Genocide. The word is a relatively recent addition to the English language, coined by a Polish-born lawyer named Raphael Lemkin who decided a new term was required to embody the horror of the Nazis’ Final Solution, and to retrospectively identify and acknowledge the Turkish slaughter of Armenians during World War I.
Derived from the Greek word for “race” – genus – and the Latin “to kill” – cide – the term was added to Webster’s New International Dictionary in 1948, the same year Lemkin helped persuade the United Nations to adopt a resolution threatening criminal penalties for the leaders of any regime found responsible for an extermination campaign against any religious or racial group. The implementation of the term is crucial. Once it is invoked, the UN are duty bound to intervene in any territory where genocide is deemed to be in effect.
Genocide is the subject of Paul Rusesabagina’s An Ordinary Man – The True Story Behind ‘Hotel Rwanda’ – an autobiographical account, co-written with journalist Tom Zoellner, of the story depicted in Terry George’s film (in which Mr Rusesabagina was played by Don Cheadle). “Before the genocide, Rwandans used to say that God could take a ride for the day, every day, and move all over the world, but make sure to come to sleep in Rwanda,” says Mr Rusesabagina, who sits perfectly still and maintains almost unbroken eye contact over the course of a 40 minute meeting in the lounge of the Clarence Hotel in Dublin. “During the genocide, all of us were on our knees praying, saying, ‘God, where are you? You have abandoned us.’ In the end we said that God went and never came back.”
Between April 6th, 1994, when President Juvenal Habyarimana’s plane was shot down by a missile, and July 4th of that year, when the Tutsi rebel army captured the capital of Kigali, approximately 800,000 Rwandans were massacred as a result of racial hatreds between Hutus and Tutsis. The magnitude of the slaughter is hard to grasp - 8000 lives a day, five lives a minute. Many of these men, women and children died slowly, often witnessing their own family members being raped, tortured and slowly hacked to pieces with machetes wielded by their own neighbours and kinsmen.

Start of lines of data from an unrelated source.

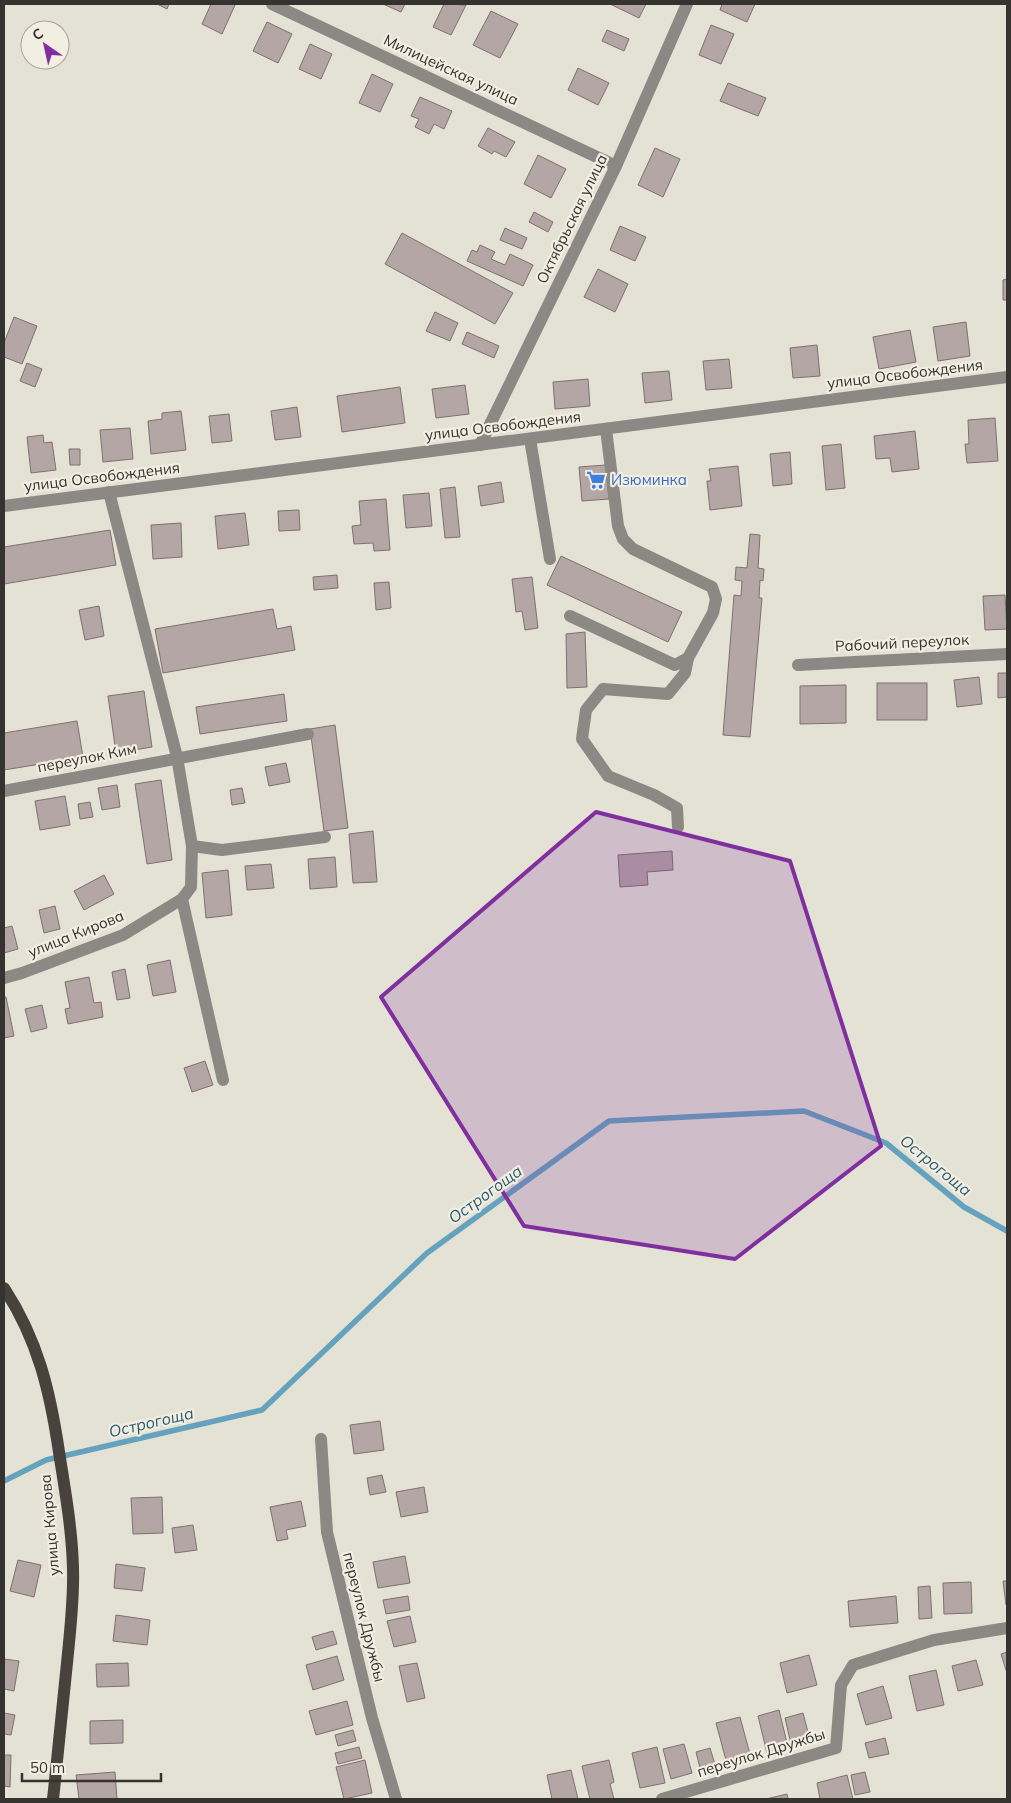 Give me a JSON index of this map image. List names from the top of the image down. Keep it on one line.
{"streets":{"main road":["улица Кирова"],"street":["Милицейская улица","Октябрьская улица","улица Освобождения","Рабочий переулок","переулок Ким","переулок Дружбы"]},"crossings":[["Милицейская улица","Октябрьская улица"],["Октябрьская улица","улица Освобождения"]],"water":["Острогоща"],"places":{"supermarket":["Изюминка"]},"scale_bar":"50 m","north":"top left"} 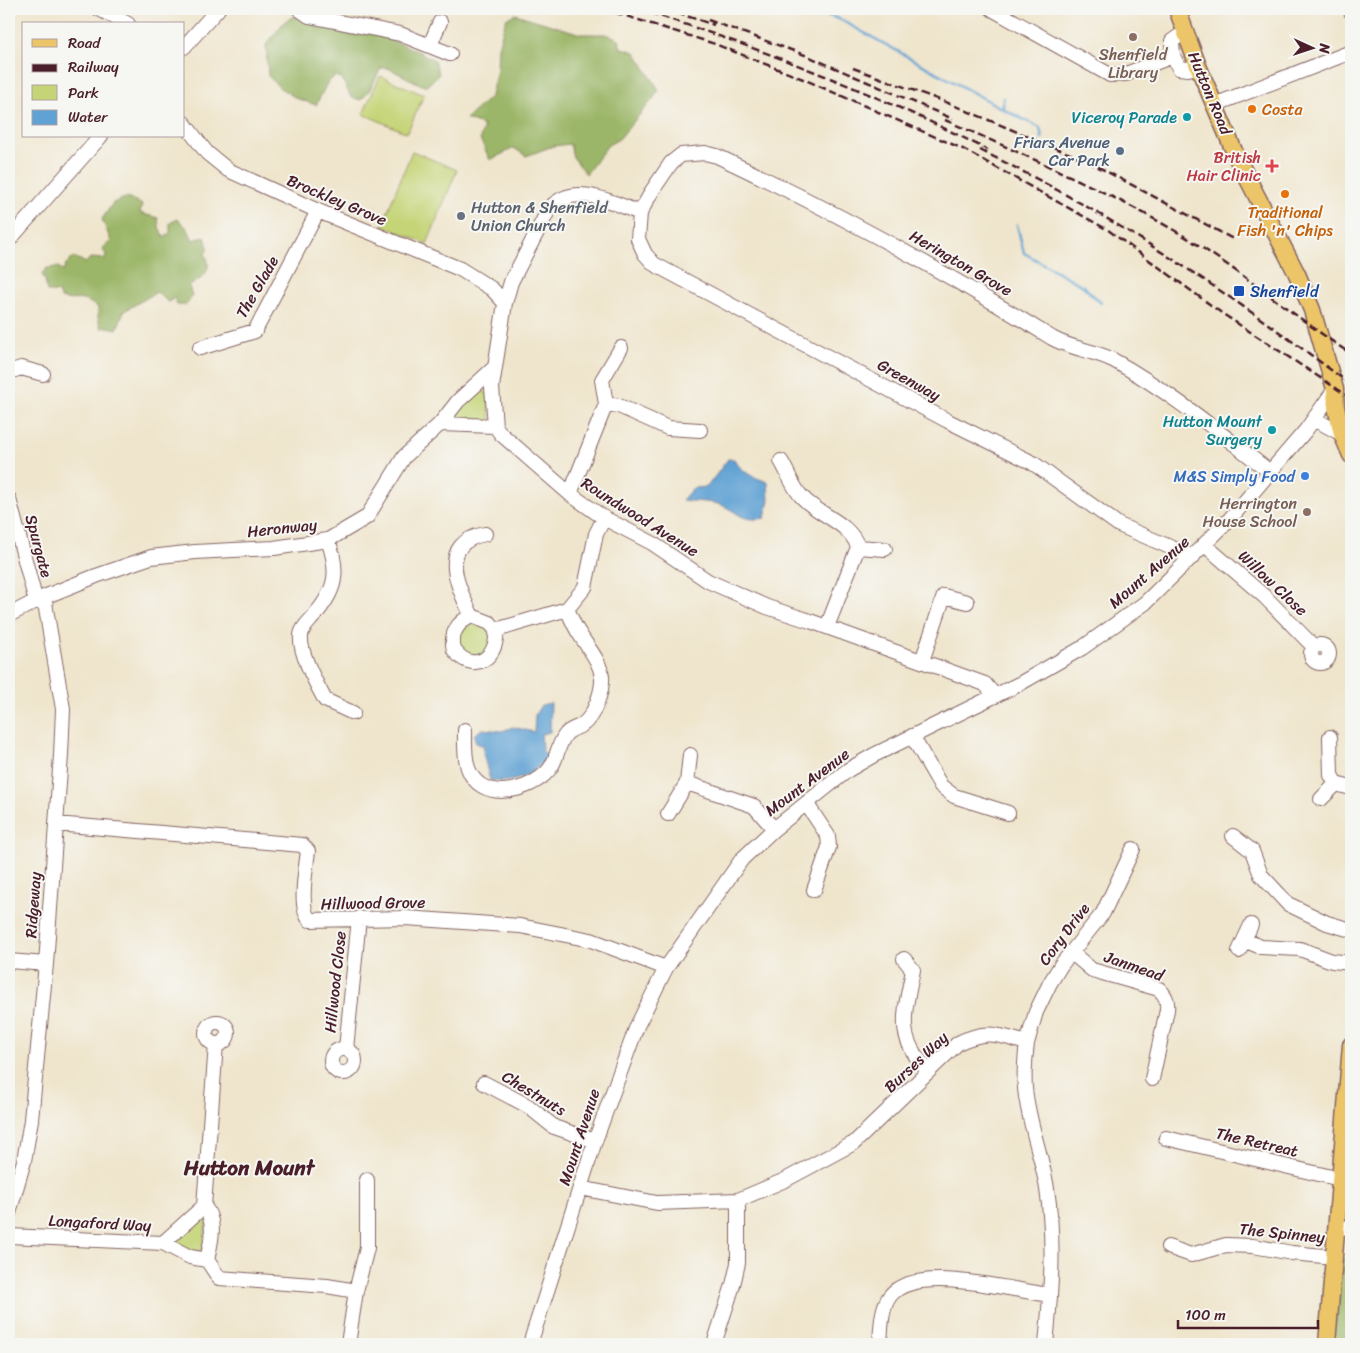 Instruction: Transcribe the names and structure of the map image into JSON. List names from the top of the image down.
{
  "streets": {
    "main road": ["Hutton Road"],
    "street": [
      "Brockley Grove",
      "Herington Grove",
      "The Glade",
      "Greenway",
      "Roundwood Avenue",
      "Heronway",
      "Spurgate",
      "Mount Avenue",
      "Willow Close",
      "Hillwood Grove",
      "Ridgeway",
      "Cory Drive",
      "Janmead",
      "Hillwood Close",
      "Burses Way",
      "Chestnuts",
      "The Retreat",
      "Longaford Way",
      "The Spinney"
    ]
  },
  "crossings": [
    ["Hutton Road", "Mount Avenue"],
    ["Brockley Grove", "The Glade"],
    ["Herington Grove", "Greenway"],
    ["Herington Grove", "Mount Avenue"],
    ["Greenway", "Mount Avenue"],
    ["Roundwood Avenue", "Mount Avenue"],
    ["Heronway", "Spurgate"],
    ["Heronway", "Ridgeway"],
    ["Spurgate", "Ridgeway"],
    ["Mount Avenue", "Willow Close"],
    ["Mount Avenue", "Hillwood Grove"],
    ["Mount Avenue", "Burses Way"],
    ["Mount Avenue", "Chestnuts"],
    ["Hillwood Grove", "Ridgeway"],
    ["Hillwood Grove", "Hillwood Close"],
    ["Cory Drive", "Janmead"],
    ["Cory Drive", "Burses Way"]
  ],
  "districts": ["Hutton Mount"],
  "places": {
    "other": [
      "Shenfield Library",
      "Costa",
      "Viceroy Parade",
      "Friars Avenue Car Park",
      "Traditional Fish 'n' Chips",
      "Hutton & Shenfield Union Church",
      "Hutton Mount Surgery",
      "M&S Simply Food",
      "Herrington House School"
    ],
    "health": ["British Hair Clinic"],
    "transit": ["Shenfield"]
  },
  "legend": [
    "Road",
    "Railway",
    "Park",
    "Water"
  ],
  "scale_bar": "100 m",
  "north": "right"
}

Mr Rusesabagina was the manager of the Belgian-owned Hotel Mille Collines at the time, and used diplomacy, flattery, deception and liberal doses of cigars and Cognac from his cellars and cash from the safe to negotiate the lives of some 1268 Tutsis and Hutu moderates (‘cockroaches’ in the argot of the killers) sheltered on the premises.
“I was very much disappointed by human beings when I saw how my neighbours behaved,” he says, a youthful-looking 52-year-old man. “I never understood how a normal human being can believe they are going to solve problems with a machete – even guys I used to see, guys with whom I used to share my barbecues, guys I used to respect and took as wise men and gentlemen.”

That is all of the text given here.